> _BRIEF_: All lines from the top of the records below through the line holding "path.moveTo(r[0], r[1]);", and only those, should be printed exactly, minus the pictures.

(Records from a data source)
------------------------------------------------------------------------

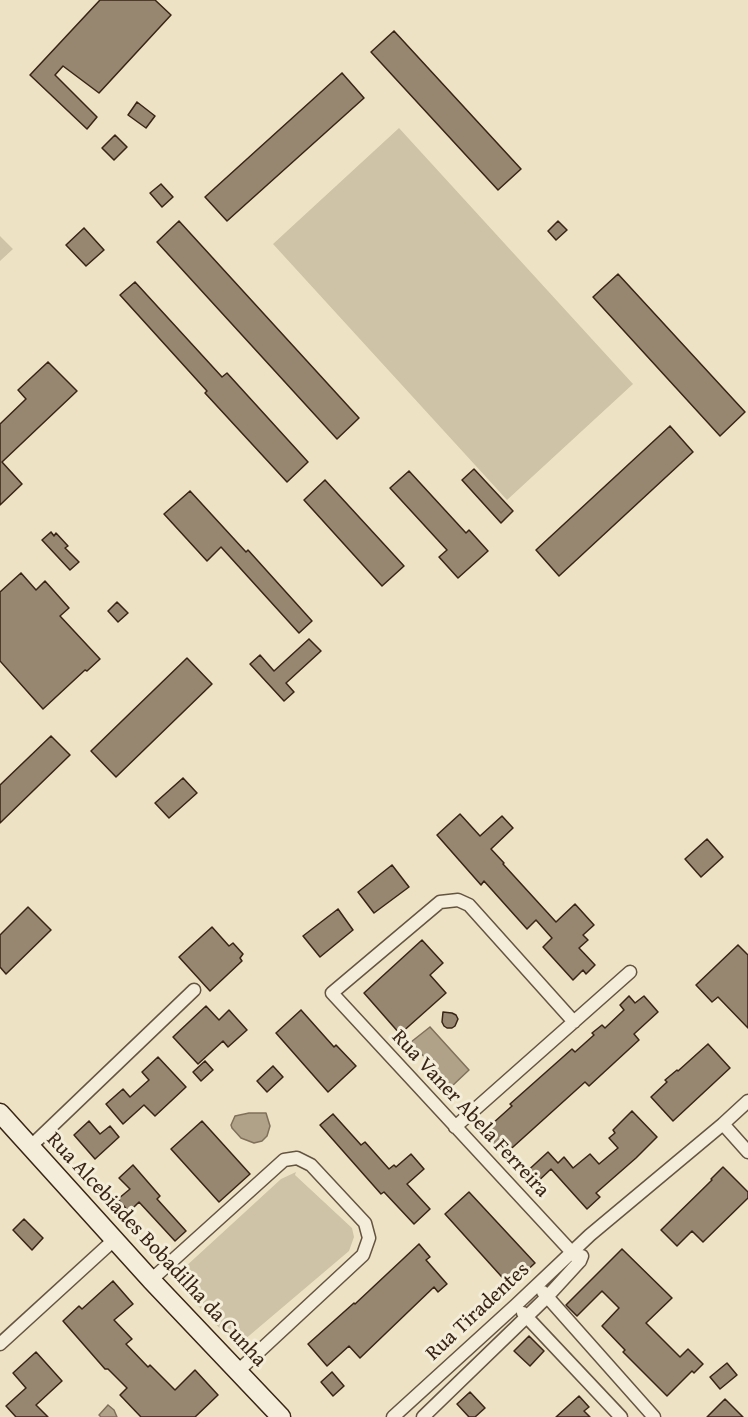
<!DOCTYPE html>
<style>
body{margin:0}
canvas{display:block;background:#ede3c4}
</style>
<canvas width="748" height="1417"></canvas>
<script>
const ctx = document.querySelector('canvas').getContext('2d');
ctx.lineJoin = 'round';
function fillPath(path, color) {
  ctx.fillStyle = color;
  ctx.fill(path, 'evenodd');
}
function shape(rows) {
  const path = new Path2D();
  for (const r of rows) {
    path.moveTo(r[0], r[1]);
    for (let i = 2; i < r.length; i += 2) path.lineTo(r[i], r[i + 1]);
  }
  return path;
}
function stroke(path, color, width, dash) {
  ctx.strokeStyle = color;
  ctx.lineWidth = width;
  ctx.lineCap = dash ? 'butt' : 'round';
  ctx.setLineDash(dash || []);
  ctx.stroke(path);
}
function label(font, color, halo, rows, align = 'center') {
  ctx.font = font + ' "Gentium Book Plus",serif';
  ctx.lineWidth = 6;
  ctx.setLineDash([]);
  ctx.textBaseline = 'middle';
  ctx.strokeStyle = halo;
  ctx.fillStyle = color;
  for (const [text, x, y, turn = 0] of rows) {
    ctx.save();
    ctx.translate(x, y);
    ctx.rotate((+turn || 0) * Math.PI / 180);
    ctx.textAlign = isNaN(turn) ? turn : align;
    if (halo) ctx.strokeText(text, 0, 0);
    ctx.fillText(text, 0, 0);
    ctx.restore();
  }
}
fillPath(shape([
 [399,128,633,384,507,500,273,244],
 [0,236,13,249,0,261],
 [296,1172,295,1175,352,1228,354,1237,349,1251,237,1346,172,1279,281,1179]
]), '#cec3a6');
const water = shape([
 [430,1027,469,1070,451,1087,411,1042,430,1027],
 [249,1113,266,1113,270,1126,267,1136,262,1141,254,1143,241,1138,232,1128,231,1125,235,1116,249,1113],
 [108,1405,114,1410,117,1417,101,1417,99,1415,108,1405]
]);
fillPath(water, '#b0a289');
stroke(water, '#80705b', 1.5);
const building = shape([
 [100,0,155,0,171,15,99,93,63,66,55,75,97,117,87,129,30,75,100,0],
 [394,31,521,169,498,190,371,52,394,31],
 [342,73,364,98,227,221,205,197,342,73],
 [137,102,155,116,146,128,128,115,137,102],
 [115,135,127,147,114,160,102,148,115,135],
 [161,184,173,197,162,207,150,193,161,184],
 [179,221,359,418,337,439,157,242,179,221],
 [558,221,567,230,556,240,548,231,558,221],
 [84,228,104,250,86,266,66,245,84,228],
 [618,274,745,412,720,436,593,297,618,274],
 [135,282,222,377,227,373,308,462,287,482,205,393,207,391,120,295,135,282],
 [48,362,77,391,2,462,22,484,0,505,0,424,26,399,18,390,48,362],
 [670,426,693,452,559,576,536,550,670,426],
 [474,469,513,511,501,523,462,480,474,469],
 [409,471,466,533,469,530,488,551,458,578,439,557,447,550,390,488,409,471],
 [325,480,404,566,382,586,304,500,325,480],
 [190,491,246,552,248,550,312,621,299,633,221,547,207,561,164,514,190,491],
 [51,532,54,536,56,533,68,546,65,548,79,562,70,570,42,540,51,532],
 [21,573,36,590,45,581,69,608,60,616,100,659,87,671,85,670,43,709,0,661,0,592,21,573],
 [117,602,128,613,118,622,108,611,117,602],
 [309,639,321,651,286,683,294,692,284,701,250,664,260,655,274,671,309,639],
 [187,658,212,684,116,777,91,751,187,658],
 [51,736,70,755,0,823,0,785,51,736],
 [183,778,197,793,169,818,155,803,183,778],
 [460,814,480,836,502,816,513,828,491,849,504,863,503,864,556,922,575,904,594,925,583,935,588,940,579,948,595,965,586,974,583,970,573,980,543,947,552,938,536,920,527,929,484,881,481,885,437,835,460,814],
 [707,839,723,857,701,877,685,859,707,839],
 [392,865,409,887,374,913,358,892,392,865],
 [28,907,51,930,6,974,0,967,0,935,28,907],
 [338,909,353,930,320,957,303,936,338,909],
 [212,927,229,946,233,943,243,954,240,958,242,961,210,991,179,957,212,927],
 [422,940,443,963,430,975,446,993,400,1034,364,993,422,940],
 [738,945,748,955,748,1028,718,997,712,1002,696,985,738,945],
 [629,996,635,1003,644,996,658,1012,634,1034,639,1040,589,1086,585,1082,503,1156,482,1133,512,1106,510,1104,572,1049,575,1052,594,1035,592,1033,602,1025,605,1028,624,1010,620,1005,629,996],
 [206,1006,219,1020,229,1010,247,1030,228,1047,223,1041,198,1064,173,1037,206,1006],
 [301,1010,334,1047,336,1045,356,1066,328,1092,276,1033,301,1010],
 [443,1012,452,1013,456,1015,458,1019,455,1026,452,1028,447,1028,444,1026,442,1022,443,1012],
 [708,1044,730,1068,673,1121,651,1097,667,1082,665,1080,677,1070,678,1071,708,1044],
 [158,1057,186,1087,155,1116,144,1105,123,1124,106,1104,123,1089,130,1097,149,1080,142,1072,158,1057],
 [205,1061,213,1070,201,1081,193,1072,205,1061],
 [273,1066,283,1077,267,1092,257,1081,273,1066],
 [632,1111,657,1137,636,1158,596,1193,600,1197,587,1209,551,1169,533,1186,523,1175,548,1152,558,1163,564,1157,573,1168,590,1154,599,1164,618,1148,609,1138,615,1133,613,1130,632,1111],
 [333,1114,361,1145,365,1142,389,1169,394,1165,396,1167,411,1154,424,1169,407,1184,430,1209,414,1224,384,1192,381,1194,320,1125,333,1114],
 [89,1121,100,1134,110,1126,119,1137,95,1159,74,1135,89,1121],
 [202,1121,250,1174,219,1202,171,1149,202,1121],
 [133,1165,160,1196,157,1199,186,1231,175,1241,139,1202,129,1212,118,1199,130,1189,119,1178,133,1165],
 [723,1167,748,1192,748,1198,703,1242,692,1231,677,1246,661,1230,712,1180,711,1179,723,1167],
 [469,1192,535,1263,510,1286,445,1214,469,1192],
 [24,1219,43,1238,32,1250,13,1230,24,1219],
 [419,1244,430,1257,426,1260,447,1284,438,1292,434,1287,360,1358,349,1346,327,1366,308,1344,354,1303,355,1304,419,1244],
 [622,1249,672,1298,646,1323,680,1357,688,1349,703,1364,694,1373,692,1371,667,1396,623,1352,625,1350,602,1326,619,1308,602,1291,577,1316,566,1305,622,1249],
 [113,1281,133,1304,114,1320,132,1339,126,1344,148,1367,150,1365,175,1390,195,1370,218,1395,195,1417,141,1417,120,1395,127,1388,108,1369,105,1369,63,1321,79,1306,82,1309,113,1281],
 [529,1336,544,1351,530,1366,514,1351,529,1336],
 [36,1352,62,1381,36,1405,48,1417,16,1417,6,1406,26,1388,13,1373,36,1352],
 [727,1363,737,1375,720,1389,710,1377,727,1363],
 [332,1372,344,1386,333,1396,321,1382,332,1372],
 [470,1392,485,1408,475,1417,469,1417,457,1404,470,1392],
 [579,1396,589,1407,584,1411,590,1417,556,1417,579,1396],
 [725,1399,743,1417,707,1417,725,1399]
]);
fillPath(building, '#978770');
stroke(building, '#392416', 1.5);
const street = shape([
 [574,1022,469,905,458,900,440,902,332,993,580,1261],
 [723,1124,748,1152],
 [455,1127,630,972],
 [30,1147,194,990],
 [151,1280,284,1160,297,1158,311,1165,365,1223,369,1238,363,1255,238,1371],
 [543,1292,654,1417],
 [523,1313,621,1417],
 [0,1344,115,1239],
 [393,1417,516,1305,590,1235,723,1124,748,1101],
 [423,1417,547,1297,580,1261,582,1256]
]);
const secondary = shape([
 [0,1113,151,1280,281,1417]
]);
stroke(street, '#665442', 15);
stroke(secondary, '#392416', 21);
stroke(street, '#f3edd9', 12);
stroke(secondary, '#f3edd9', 18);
label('21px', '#392416', '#f3edd9', [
 ["Rua Vaner Abela Ferreira",470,1114,47],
 ["Rua Alcebiades Bobadilha da Cunha",156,1250,47],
 ["Rua Tiradentes",478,1312,-43]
]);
</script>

------------------------------------------------------------------------

> _EXERCISE RESPONSE_:
<!DOCTYPE html>
<style>
body{margin:0}
canvas{display:block;background:#ede3c4}
</style>
<canvas width="748" height="1417"></canvas>
<script>
const ctx = document.querySelector('canvas').getContext('2d');
ctx.lineJoin = 'round';
function fillPath(path, color) {
  ctx.fillStyle = color;
  ctx.fill(path, 'evenodd');
}
function shape(rows) {
  const path = new Path2D();
  for (const r of rows) {
    path.moveTo(r[0], r[1]);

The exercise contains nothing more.